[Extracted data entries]
----------------

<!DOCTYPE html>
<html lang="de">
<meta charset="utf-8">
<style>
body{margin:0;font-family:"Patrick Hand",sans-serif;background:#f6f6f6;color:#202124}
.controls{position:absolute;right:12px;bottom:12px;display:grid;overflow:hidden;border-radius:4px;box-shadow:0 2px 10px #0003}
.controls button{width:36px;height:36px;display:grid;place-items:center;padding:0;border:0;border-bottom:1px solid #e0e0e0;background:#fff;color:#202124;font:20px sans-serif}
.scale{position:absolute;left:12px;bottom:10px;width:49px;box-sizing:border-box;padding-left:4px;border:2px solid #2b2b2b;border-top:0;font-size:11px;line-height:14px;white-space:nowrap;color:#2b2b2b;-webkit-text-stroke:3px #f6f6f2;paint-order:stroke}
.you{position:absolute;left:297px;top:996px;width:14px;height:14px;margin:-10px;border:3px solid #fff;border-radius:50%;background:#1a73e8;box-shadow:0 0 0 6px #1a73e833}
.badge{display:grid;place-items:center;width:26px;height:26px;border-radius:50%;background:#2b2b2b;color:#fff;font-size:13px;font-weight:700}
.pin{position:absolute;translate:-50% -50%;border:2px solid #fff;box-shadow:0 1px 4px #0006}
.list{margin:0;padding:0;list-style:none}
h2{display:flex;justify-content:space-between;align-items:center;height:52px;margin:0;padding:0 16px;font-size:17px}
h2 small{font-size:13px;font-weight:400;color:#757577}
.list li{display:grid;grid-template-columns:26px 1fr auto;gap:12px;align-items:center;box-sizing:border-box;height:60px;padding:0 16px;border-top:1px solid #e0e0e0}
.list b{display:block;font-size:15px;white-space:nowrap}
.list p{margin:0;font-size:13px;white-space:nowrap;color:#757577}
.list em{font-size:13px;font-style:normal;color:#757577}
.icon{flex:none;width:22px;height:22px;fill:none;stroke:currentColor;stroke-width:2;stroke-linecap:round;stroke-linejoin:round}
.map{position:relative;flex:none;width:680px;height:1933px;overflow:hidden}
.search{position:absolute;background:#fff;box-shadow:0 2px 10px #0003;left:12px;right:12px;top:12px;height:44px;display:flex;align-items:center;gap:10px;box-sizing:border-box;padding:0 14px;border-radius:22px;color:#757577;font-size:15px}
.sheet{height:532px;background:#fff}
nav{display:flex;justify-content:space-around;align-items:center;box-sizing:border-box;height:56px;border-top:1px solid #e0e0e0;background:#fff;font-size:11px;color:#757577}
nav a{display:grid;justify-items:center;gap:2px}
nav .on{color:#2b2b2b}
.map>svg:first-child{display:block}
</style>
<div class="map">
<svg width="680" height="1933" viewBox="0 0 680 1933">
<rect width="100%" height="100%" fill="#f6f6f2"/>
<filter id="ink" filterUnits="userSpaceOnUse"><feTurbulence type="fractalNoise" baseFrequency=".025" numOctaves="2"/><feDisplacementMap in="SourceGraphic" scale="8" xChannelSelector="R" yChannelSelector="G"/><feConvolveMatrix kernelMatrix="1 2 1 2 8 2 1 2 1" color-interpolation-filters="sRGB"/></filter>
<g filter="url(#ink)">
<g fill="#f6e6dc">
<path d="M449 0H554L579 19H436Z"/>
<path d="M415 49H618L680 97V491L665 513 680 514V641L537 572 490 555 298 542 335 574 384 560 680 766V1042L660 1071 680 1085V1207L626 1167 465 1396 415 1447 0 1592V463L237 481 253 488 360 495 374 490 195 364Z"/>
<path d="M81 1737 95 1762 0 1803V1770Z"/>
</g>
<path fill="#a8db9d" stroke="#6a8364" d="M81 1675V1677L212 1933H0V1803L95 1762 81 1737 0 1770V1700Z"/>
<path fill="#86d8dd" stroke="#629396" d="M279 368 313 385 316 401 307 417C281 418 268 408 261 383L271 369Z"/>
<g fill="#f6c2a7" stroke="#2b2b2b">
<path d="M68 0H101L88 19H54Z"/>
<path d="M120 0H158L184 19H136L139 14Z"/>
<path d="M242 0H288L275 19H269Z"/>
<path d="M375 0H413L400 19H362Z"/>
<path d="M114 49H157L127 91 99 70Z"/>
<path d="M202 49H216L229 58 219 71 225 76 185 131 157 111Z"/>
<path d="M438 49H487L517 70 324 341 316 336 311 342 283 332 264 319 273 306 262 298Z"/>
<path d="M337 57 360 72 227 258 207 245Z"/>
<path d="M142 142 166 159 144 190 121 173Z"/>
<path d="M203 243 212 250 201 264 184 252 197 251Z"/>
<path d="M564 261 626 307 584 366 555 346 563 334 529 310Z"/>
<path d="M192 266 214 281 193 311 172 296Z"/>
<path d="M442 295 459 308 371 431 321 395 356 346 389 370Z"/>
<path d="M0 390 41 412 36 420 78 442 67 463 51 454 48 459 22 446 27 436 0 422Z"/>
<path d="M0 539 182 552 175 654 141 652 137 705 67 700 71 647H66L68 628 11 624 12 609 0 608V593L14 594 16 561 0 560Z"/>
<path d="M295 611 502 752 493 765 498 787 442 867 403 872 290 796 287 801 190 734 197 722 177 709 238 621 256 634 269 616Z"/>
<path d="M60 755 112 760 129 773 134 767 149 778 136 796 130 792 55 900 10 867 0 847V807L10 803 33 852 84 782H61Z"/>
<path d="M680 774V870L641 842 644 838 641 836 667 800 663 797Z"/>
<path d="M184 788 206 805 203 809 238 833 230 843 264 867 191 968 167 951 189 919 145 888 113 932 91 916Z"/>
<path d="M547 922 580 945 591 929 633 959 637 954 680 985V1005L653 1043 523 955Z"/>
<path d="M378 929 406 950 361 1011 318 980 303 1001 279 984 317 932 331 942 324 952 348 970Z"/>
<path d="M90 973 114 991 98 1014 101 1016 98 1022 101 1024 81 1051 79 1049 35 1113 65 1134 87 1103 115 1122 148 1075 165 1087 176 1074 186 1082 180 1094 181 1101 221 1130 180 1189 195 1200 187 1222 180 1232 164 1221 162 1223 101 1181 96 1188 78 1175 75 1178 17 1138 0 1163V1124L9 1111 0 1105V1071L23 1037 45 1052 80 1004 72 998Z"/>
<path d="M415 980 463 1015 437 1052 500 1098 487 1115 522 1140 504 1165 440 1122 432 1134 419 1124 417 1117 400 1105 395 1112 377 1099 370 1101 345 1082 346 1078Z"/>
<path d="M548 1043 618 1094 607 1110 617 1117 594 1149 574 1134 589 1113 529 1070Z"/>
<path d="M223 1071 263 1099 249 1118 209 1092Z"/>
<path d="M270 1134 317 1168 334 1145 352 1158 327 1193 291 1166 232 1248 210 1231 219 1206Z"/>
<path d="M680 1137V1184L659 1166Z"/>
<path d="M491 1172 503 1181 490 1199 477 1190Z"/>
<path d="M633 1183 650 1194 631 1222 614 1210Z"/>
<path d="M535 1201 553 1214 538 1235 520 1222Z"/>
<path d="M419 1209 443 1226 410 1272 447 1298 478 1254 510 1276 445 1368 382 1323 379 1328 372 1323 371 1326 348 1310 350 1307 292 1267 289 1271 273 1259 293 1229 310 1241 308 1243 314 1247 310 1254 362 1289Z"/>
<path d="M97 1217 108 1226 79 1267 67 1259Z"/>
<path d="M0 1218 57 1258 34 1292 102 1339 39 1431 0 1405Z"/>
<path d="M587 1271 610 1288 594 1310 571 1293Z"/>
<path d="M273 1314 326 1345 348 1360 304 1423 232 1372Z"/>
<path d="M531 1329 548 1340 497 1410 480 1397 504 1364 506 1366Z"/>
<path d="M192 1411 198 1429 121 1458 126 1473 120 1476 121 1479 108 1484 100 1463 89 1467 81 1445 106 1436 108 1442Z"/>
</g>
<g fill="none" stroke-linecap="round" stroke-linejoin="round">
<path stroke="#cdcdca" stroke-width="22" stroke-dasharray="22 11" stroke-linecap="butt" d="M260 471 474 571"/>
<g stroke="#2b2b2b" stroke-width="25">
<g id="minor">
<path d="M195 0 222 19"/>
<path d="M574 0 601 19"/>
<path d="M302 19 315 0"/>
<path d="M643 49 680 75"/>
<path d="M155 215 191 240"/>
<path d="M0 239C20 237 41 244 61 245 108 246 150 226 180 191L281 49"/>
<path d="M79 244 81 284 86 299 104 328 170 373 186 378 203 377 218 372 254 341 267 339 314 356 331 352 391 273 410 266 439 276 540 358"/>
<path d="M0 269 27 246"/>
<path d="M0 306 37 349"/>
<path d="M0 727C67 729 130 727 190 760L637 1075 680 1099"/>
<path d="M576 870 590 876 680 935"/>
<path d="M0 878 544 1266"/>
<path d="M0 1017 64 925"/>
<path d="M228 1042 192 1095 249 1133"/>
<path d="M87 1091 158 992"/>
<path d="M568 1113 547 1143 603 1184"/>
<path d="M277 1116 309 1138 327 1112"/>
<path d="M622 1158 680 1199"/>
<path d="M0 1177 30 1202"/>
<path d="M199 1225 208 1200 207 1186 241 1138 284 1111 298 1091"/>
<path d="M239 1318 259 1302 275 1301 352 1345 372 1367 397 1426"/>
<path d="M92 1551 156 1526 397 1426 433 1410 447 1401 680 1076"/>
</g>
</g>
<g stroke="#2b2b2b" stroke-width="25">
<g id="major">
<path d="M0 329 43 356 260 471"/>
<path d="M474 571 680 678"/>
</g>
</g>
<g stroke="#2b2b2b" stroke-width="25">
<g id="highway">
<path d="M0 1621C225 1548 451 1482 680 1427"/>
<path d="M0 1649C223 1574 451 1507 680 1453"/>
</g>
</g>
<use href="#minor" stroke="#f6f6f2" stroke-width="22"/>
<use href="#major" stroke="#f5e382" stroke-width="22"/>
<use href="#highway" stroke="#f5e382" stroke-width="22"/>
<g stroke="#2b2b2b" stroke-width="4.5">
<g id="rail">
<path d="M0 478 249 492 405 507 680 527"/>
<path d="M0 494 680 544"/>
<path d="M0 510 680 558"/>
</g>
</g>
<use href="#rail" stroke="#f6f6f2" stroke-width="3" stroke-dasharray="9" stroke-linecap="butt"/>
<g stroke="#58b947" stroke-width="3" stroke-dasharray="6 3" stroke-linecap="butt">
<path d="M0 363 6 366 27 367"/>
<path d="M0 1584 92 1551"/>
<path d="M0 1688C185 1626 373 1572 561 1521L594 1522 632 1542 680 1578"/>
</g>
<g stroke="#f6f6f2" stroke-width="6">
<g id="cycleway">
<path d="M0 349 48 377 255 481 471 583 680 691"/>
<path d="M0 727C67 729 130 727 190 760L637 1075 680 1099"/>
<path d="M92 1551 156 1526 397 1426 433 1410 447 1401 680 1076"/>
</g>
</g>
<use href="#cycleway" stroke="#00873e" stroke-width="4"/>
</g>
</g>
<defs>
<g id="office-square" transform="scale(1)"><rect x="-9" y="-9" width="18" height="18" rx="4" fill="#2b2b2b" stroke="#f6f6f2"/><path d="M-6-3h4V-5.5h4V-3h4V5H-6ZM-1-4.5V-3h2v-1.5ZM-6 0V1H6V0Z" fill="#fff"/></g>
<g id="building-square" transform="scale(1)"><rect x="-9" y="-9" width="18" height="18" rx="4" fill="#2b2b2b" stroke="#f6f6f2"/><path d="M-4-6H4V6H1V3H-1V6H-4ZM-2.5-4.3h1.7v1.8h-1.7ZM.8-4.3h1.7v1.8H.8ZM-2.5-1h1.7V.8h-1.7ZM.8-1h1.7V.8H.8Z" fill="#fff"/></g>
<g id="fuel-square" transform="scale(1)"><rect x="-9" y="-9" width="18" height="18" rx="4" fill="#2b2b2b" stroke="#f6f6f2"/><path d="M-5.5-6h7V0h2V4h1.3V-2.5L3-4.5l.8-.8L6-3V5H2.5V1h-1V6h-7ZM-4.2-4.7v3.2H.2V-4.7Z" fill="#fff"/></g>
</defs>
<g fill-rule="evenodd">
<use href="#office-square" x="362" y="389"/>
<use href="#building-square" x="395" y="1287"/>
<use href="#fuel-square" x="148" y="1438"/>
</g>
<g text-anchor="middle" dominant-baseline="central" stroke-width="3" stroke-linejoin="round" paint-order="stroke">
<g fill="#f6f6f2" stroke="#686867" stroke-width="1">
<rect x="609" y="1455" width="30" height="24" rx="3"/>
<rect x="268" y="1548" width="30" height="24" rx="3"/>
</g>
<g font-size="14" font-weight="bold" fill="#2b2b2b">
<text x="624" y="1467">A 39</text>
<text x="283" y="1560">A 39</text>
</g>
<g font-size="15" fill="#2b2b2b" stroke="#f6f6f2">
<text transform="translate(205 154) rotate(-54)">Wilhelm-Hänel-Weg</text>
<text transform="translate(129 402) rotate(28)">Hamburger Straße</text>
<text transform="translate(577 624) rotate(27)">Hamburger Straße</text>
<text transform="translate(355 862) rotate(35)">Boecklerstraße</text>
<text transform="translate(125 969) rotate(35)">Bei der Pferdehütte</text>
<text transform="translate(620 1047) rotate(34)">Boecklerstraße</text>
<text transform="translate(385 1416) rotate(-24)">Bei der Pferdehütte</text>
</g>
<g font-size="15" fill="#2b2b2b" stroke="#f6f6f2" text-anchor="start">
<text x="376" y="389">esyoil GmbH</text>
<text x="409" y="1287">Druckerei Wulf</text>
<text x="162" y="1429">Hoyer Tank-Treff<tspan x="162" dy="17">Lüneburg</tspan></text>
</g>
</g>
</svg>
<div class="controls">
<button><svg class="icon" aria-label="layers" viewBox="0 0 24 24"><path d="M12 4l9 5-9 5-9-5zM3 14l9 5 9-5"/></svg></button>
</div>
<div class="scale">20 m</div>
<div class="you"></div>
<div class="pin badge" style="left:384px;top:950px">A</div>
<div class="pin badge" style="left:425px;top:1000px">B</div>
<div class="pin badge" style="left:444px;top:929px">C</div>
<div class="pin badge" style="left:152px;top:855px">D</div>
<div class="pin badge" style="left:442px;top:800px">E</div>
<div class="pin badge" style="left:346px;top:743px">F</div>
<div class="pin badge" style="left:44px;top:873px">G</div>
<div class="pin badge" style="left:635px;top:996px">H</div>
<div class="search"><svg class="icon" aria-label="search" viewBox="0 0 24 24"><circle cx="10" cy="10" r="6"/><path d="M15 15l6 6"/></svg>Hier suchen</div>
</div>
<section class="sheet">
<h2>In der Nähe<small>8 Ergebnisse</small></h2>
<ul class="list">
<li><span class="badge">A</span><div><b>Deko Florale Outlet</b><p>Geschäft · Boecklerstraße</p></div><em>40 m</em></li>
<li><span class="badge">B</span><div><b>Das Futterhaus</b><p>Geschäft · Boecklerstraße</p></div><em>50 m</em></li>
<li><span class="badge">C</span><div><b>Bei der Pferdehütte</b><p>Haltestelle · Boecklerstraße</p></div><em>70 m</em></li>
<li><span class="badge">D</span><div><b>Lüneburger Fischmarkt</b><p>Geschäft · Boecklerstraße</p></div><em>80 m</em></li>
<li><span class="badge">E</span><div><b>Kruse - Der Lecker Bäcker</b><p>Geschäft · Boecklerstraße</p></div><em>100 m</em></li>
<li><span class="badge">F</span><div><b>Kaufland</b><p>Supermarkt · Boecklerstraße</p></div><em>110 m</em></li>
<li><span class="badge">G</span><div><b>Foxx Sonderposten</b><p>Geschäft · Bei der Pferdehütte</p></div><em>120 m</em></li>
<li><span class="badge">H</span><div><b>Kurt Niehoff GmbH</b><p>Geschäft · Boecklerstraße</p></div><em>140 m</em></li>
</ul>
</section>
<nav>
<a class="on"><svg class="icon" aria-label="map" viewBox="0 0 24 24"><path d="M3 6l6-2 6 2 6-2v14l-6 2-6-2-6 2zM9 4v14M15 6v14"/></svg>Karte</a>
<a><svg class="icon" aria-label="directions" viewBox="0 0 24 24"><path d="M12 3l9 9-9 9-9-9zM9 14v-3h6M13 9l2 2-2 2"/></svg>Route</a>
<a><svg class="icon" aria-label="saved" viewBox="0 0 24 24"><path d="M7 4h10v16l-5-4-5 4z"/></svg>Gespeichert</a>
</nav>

----------------

| Problem description |
Say how many lines in the records include the string "style", giving the figure by itself.

| Task output |
12